Some experience using the aforementioned

1/4" plywood. I think I used oak plywood from Lowes in a 2x4 foot sheet.

1/4" acrylic sheet

1 button cell powered mini LED string lights (Joann's, floral/wedding section)

Aluminum foil

Liquid super glue (I used Loctite)

12x #6 1.25" brass machine screws

11x #6 .75" brass machine screws

23x #6 brass nuts

Sandpaper, 400-600 grit

Wood sealant

Metallic spray paint

Square of soft leather large enough to wrap the sword grip

3 snap sets and setter

Optional: Acetone (nail polish remover) and alcohol ink dyes (Tim Holtz section, Hobby Lobby)

Step 1: Laser Prep

For these builds you have to think in terms of layers building a 3 dimensional object. The pommel and crossguard are the thickest parts and will have 5 layers of wood. The handle will house the battery pack for the lights and be 3 layers thick, and the acrylic will be sandwiched between the spine.

Firstly, I set my canvas in Illustrator to the size of my laser bed. This ensures my design will be to scale and not overflow the bed or the cutting material.

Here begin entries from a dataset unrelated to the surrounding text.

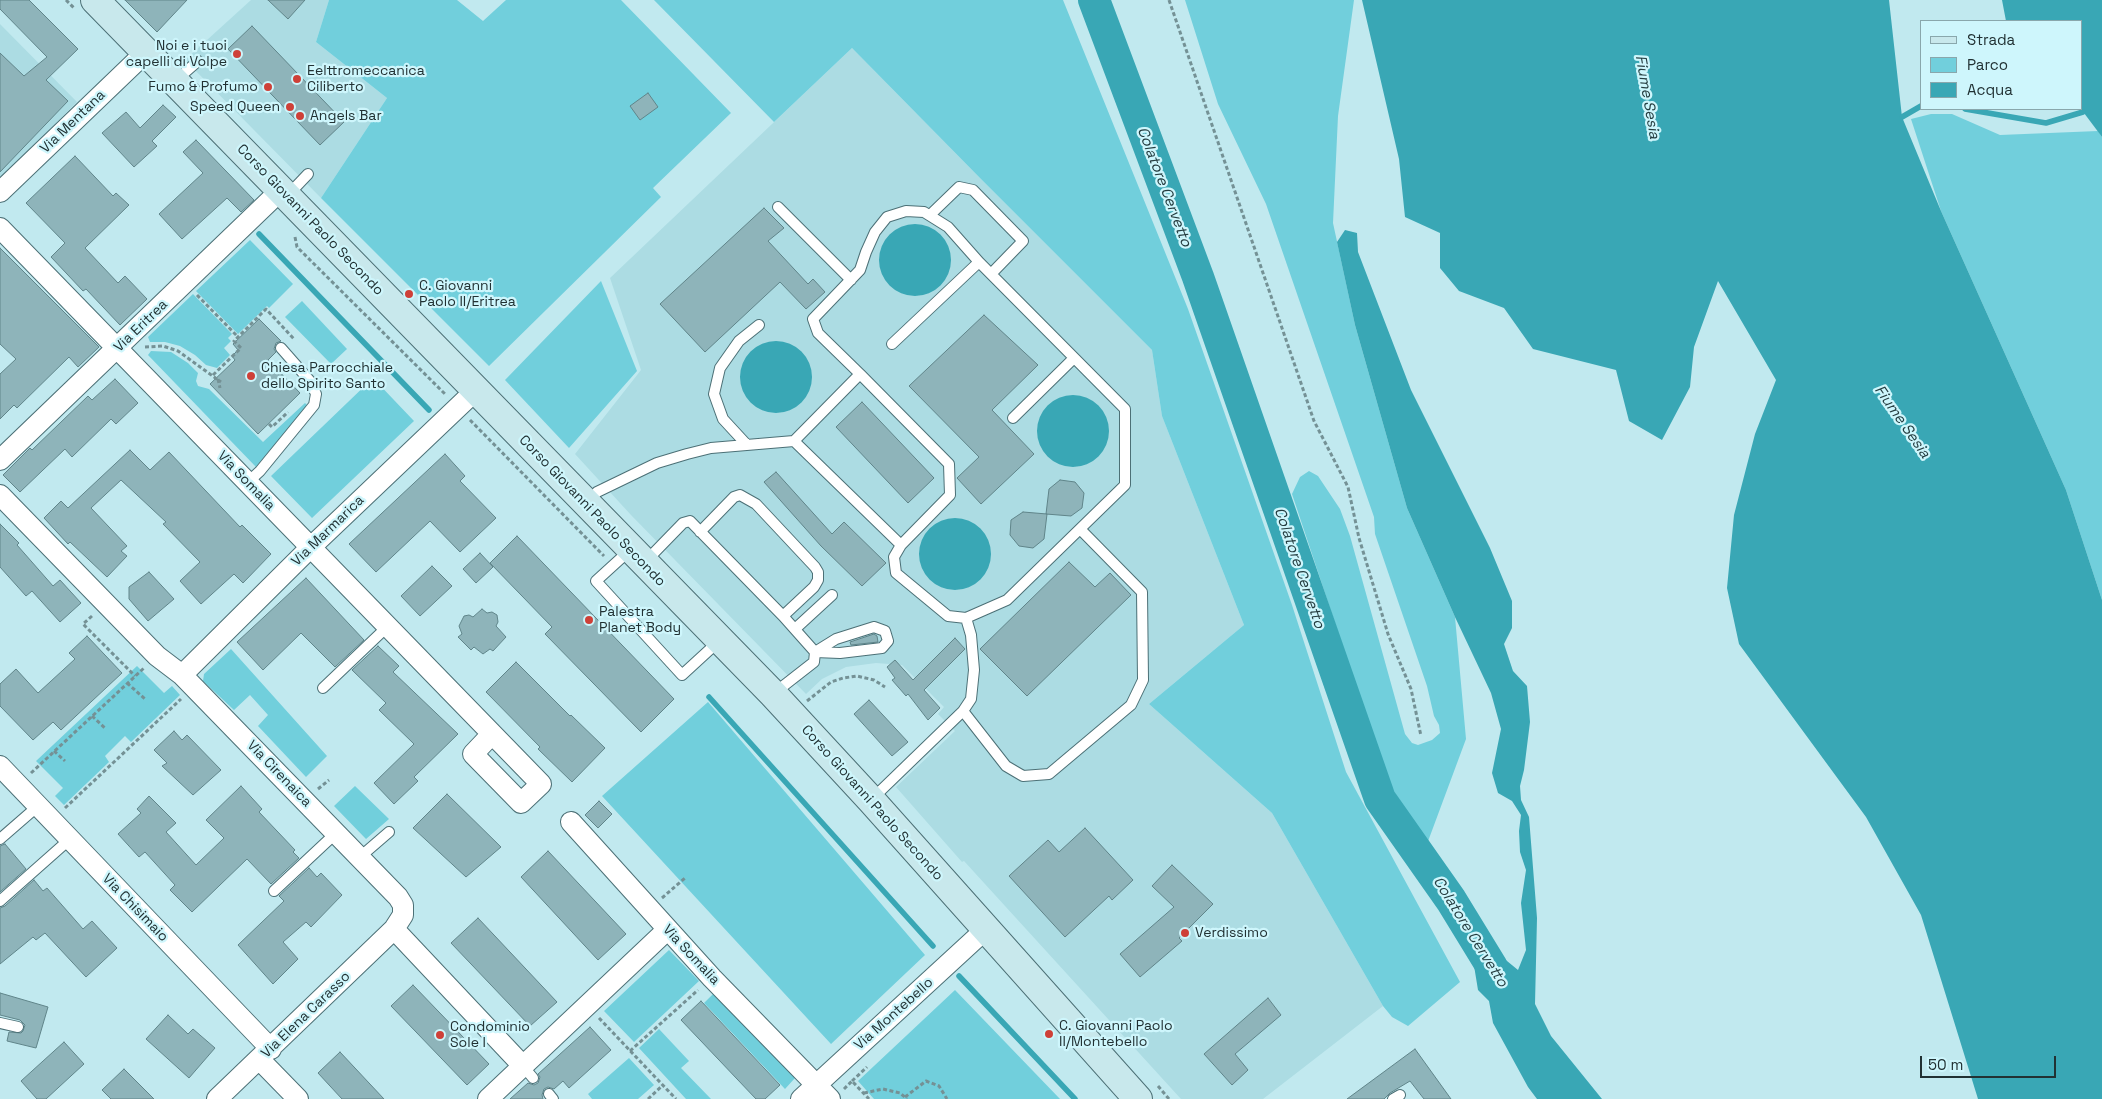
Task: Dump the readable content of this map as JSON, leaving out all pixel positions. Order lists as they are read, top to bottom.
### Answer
{
  "streets": {
    "main road": ["Corso Giovanni Paolo Secondo"],
    "street": [
      "Via Mentana",
      "Via Eritrea",
      "Via Somalia",
      "Via Marmarica",
      "Via Cirenaica",
      "Via Chisimaio",
      "Via Montebello",
      "Via Elena Carasso"
    ]
  },
  "crossings": [
    ["Via Mentana", "Corso Giovanni Paolo Secondo"],
    ["Corso Giovanni Paolo Secondo", "Via Eritrea"],
    ["Corso Giovanni Paolo Secondo", "Via Marmarica"],
    ["Corso Giovanni Paolo Secondo", "Via Montebello"],
    ["Via Eritrea", "Via Somalia"],
    ["Via Somalia", "Via Marmarica"],
    ["Via Somalia", "Via Montebello"],
    ["Via Marmarica", "Via Cirenaica"],
    ["Via Cirenaica", "Via Elena Carasso"],
    ["Via Chisimaio", "Via Elena Carasso"]
  ],
  "water": ["Fiume Sesia", "Colatore Cervetto"],
  "places": [
    "Noi e i tuoi capelli di Volpe",
    "Eelttromeccanica Ciliberto",
    "Fumo & Profumo",
    "Speed Queen",
    "Angels Bar",
    "C. Giovanni Paolo II/Eritrea",
    "Chiesa Parrocchiale dello Spirito Santo",
    "Palestra Planet Body",
    "Verdissimo",
    "C. Giovanni Paolo II/Montebello",
    "Condominio Sole I"
  ],
  "legend": ["Strada", "Parco", "Acqua"],
  "scale_bar": "50 m"
}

In Illustrator, my black lines are set to stroke, not fill, with a stroke weight of 1 point. Red lines for the runes are set to stroke with a weight of .25 point. I am using the CMYK color palette, although some laser cutter software requires the use of RGB and will not import the design otherwise.

If you're making your own design, the easiest way to have all layers line up properly is to copy and paste the base pattern and then delete the lines out that you don't need. When making the blade, you can use the sword spine similarly to make sure the screw holes line up. If your pattern is a symmetrical design like mine, you can design one half of the pattern, then copy, paste, and invert it, then line it up to the other half.

My laser uses vector lines for cut lines. I can make the lines different colors and they will have editable cut properties in my laser software. For this build, I set black lines for complete cut through and red for partial cut through.

I find I get better cuts if I set my laser for a higher cut speed with multiple passes. This helps minimize charring to the wood and the possibility of fire. In RDWorks (my laser software) I can set multiple passes by importing the file multiple times. In this case I imported the design 4 times for 4 passes. My laser is 50 watts so I set my cut speed to 9mm/sec at full power for the black lines, and 200mm/sec at full power for the red lines (rune engravings). Some pieces did not cut all the way through even with this, so in retrospect, I might have done better with 5 passes at 10mm/sec and full power.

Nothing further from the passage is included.